> _DATASET ENTRIES_
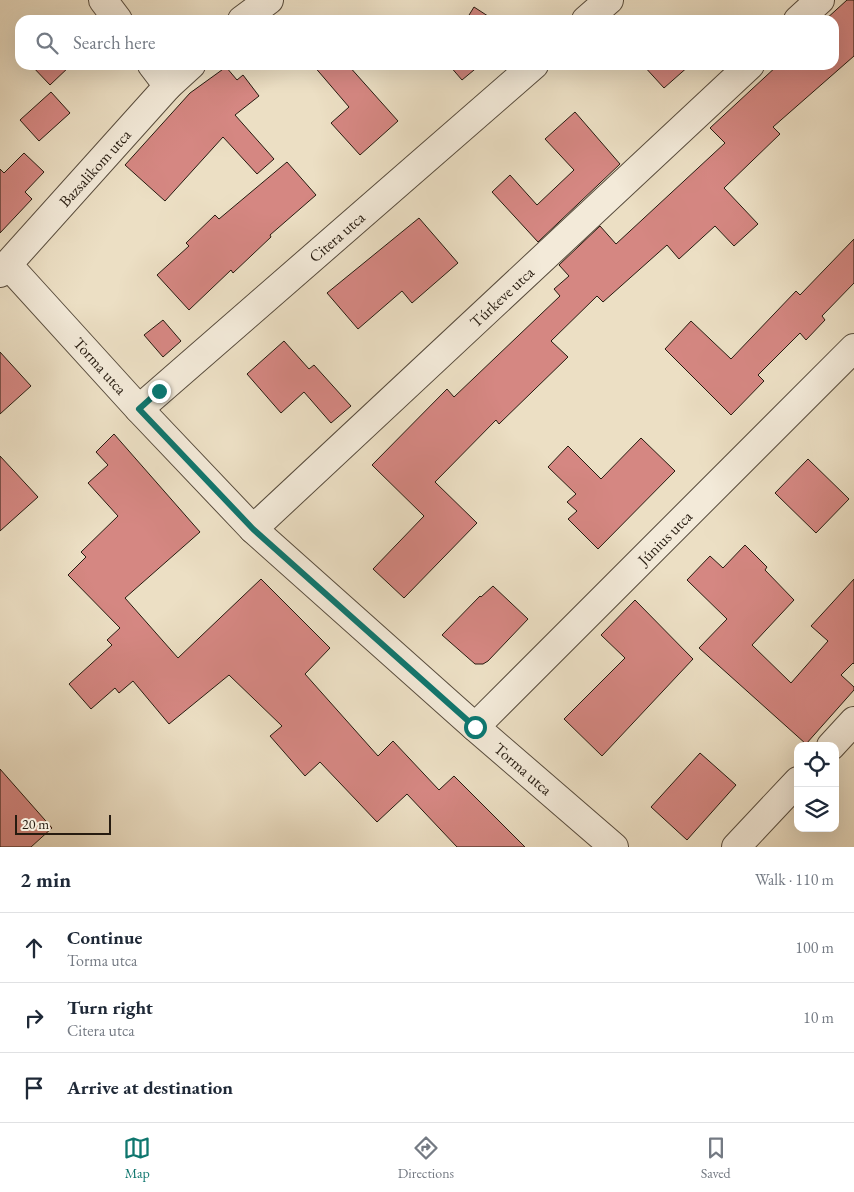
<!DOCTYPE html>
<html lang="en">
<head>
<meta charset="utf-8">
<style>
  body { margin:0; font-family:"EB Garamond",serif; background:#f6f6f7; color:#1f2937 }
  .controls { position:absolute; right:15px; bottom:15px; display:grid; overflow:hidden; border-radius:10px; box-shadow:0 5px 20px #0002 }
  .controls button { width:45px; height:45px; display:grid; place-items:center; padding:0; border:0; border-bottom:1px solid #e0e1e3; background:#fff; color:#1f2937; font:25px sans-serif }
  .scale { position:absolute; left:15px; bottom:12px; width:96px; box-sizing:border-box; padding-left:5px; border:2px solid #261b10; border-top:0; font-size:14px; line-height:18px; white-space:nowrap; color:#261b10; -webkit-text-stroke:4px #f3ead9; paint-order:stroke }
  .stop { position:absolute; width:15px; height:15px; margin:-11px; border:4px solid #0f766e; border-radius:50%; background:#fff }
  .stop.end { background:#0f766e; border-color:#fff; box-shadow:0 1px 5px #0008 }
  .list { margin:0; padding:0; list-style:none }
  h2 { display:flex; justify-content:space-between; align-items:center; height:65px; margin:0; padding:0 20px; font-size:21px }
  h2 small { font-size:16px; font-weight:400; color:#747a83 }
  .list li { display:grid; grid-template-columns:32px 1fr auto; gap:15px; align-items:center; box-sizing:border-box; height:70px; padding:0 20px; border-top:1px solid #e0e1e3 }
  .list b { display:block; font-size:19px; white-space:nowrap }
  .list p { margin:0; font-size:16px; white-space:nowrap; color:#747a83 }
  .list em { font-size:16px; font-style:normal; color:#747a83 }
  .icon { flex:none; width:28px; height:28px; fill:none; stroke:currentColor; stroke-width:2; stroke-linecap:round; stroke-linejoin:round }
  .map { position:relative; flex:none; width:854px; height:847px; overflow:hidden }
  .search { position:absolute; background:#fff; box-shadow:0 5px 20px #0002; left:15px; right:15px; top:15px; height:55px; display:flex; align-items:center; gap:12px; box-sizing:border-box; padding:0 18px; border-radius:15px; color:#747a83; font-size:19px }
  .sheet { height:275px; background:#fff }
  nav { display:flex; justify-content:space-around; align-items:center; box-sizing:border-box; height:70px; border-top:1px solid #e0e1e3; background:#fff; font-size:14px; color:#747a83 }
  nav a { display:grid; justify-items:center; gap:2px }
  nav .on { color:#0f766e }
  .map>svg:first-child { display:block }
  .building { fill:#d58782; stroke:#261b10 }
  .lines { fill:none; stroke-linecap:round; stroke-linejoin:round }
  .minor-casing { stroke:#584c3d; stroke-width:30 }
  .minor { stroke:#f3ead9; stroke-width:28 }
  .route { stroke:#0f766e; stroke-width:6 }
  .labels { text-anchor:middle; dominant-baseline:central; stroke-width:5; stroke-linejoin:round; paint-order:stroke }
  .street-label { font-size:16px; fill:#261b10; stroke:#f3ead9 }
</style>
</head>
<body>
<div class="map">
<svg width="854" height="847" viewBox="0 0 854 847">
  <rect width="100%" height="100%" fill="#ecdfc4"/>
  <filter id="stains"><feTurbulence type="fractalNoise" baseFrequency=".004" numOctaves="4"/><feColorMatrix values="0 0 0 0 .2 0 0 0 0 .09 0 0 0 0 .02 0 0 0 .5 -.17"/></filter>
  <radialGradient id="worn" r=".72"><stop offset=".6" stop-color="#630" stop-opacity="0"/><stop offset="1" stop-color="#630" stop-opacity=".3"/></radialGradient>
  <g class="building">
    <path d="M847,0H854V56L773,127L780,134L724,188L758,224L734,246L715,226L679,259L667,245L603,302L597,296L551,341L568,357L499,424L496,420L435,482L477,523L404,598L373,569L424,516L372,465L447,389L454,397L560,296L554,289L569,276L559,265L600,226L616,244L725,143L710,128L778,65H834V20H825Z"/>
    <path d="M474,7L494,20H466Z"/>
    <path d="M31,65H71L50,85Z"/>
    <path d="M313,65H348L398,121L360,155L331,123L349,107Z"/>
    <path d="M449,65H480L462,80Z"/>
    <path d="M643,65H690L664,88Z"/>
    <path d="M226,67L237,80L243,75L259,96L235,115L274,159L257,174L223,137L165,201L125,165L190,93Z"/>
    <path d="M51,92L70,113L39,141L20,120Z"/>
    <path d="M575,112L620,164L538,242L492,192L510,175L537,205L574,170L545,139Z"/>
    <path d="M24,153L44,172L25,192L32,199L0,233V169L4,173Z"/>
    <path d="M287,162L316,195L270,235L271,237L233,273L231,270L189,310L157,275L189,246L186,243L215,215L219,219Z"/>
    <path d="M419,218L458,263L412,303L402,291L358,329L327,293Z"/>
    <path d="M854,239V283L822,316L825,320L806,340L800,333L758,375L764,381L731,415L665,349L691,321L731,359L796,291L800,295Z"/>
    <path d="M163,320L181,341L163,357L144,335Z"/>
    <path d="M284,341L309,369L314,365L351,406L331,423L304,392L281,413L247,374Z"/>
    <path d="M0,352L31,386L0,414Z"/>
    <path d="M114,434L200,532L125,598L178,658L261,579L330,648L305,674L378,756L393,741L439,790L454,776L525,847H457L407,794L377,822L320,762L305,776L270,736L282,726L229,675L169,724L133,681L119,693L115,688L91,709L69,684L112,645L107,640L120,628L68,575L86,557L81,552L118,516L88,483L108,465L96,452Z"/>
    <path d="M641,438L675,471L598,549L568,519L577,511L567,502L576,494L548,467L568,446L601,479Z"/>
    <path d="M0,456L38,497L0,531Z"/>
    <path d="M808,459L849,499L816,533L775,493Z"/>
    <path d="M745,545L767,567L765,570L794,600L752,645L791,683L828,641L811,626L854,579V664L853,663L841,675L854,687V690L806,744L699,648L727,619L687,580L710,556L723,568Z"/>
    <path d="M493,586L528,619L488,661L483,664H475L442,635L480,596L481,597Z"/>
    <path d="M635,600L693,659L602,756L564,719L625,658L601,635Z"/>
    <path d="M700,753L736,785L687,840L651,807Z"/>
    <path d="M0,769L52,828L31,847H0Z"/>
  </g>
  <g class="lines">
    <g class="minor-casing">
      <g id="minor">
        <path d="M103,0L118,20"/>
        <path d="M242,20L269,0"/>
        <path d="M586,20L609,0"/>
        <path d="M798,20L820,0"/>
        <path d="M152,65L168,86"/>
        <path d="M9,266L139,409L253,529L475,727L614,847"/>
        <path d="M0,273L168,86L191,65"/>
        <path d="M139,409L534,65"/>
        <path d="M253,529L750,65"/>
        <path d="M475,727L854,348"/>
        <path d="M831,746L854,721"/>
        <path d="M736,847L798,781"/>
      </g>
    </g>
    <use href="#minor" class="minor"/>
  </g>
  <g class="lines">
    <path class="route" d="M159,391L139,409L253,529L475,727"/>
  </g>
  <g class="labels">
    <g class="street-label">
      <text transform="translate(95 168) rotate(-48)">Bazsalikom utca</text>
      <text transform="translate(337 237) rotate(-41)">Citera utca</text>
      <text transform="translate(502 297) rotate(-43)">Túrkeve utca</text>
      <text transform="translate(100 366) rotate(48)">Torma utca</text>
      <text transform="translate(665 538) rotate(-45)">Június utca</text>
      <text transform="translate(523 769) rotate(41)">Torma utca</text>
    </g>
  </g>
  <rect width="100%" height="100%" filter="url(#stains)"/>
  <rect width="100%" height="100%" fill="url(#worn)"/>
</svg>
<div class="controls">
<button><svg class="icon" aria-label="locate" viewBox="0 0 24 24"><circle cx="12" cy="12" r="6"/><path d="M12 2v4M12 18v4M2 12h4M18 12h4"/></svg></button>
<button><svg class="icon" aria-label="layers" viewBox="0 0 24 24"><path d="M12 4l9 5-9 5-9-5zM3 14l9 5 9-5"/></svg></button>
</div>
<div class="scale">20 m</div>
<div class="stop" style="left:475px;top:727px"></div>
<div class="stop end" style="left:159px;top:391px"></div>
<div class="search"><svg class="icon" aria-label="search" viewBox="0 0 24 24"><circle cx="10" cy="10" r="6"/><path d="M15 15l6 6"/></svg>Search here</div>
</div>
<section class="sheet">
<h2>2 min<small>Walk · 110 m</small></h2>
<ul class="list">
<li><svg class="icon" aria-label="ahead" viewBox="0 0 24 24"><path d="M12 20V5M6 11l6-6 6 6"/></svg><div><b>Continue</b><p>Torma utca</p></div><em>100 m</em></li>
<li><svg class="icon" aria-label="right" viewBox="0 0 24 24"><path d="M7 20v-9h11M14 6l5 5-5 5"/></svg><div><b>Turn right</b><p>Citera utca</p></div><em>10 m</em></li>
<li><svg class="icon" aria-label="arrive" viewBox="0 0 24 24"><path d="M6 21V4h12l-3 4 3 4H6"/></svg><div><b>Arrive at destination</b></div></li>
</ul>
</section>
<nav>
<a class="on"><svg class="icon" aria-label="map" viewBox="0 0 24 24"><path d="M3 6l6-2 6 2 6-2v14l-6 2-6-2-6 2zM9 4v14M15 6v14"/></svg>Map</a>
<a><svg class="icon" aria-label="directions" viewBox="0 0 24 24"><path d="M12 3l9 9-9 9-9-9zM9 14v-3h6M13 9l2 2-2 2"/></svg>Directions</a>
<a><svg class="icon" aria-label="saved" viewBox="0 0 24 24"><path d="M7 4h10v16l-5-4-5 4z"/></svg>Saved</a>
</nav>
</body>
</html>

> _WORK REQUEST_
Go through the records above, find every line with the word "controls", and list those lines.

> _SOLUTION TO THE PROBLEM_
  .controls { position:absolute; right:15px; bottom:15px; display:grid; overflow:hidden; border-radius:10px; box-shadow:0 5px 20px #0002 }
  .controls button { width:45px; height:45px; display:grid; place-items:center; padding:0; border:0; border-bottom:1px solid #e0e1e3; background:#fff; color:#1f2937; font:25px sans-serif }
<div class="controls">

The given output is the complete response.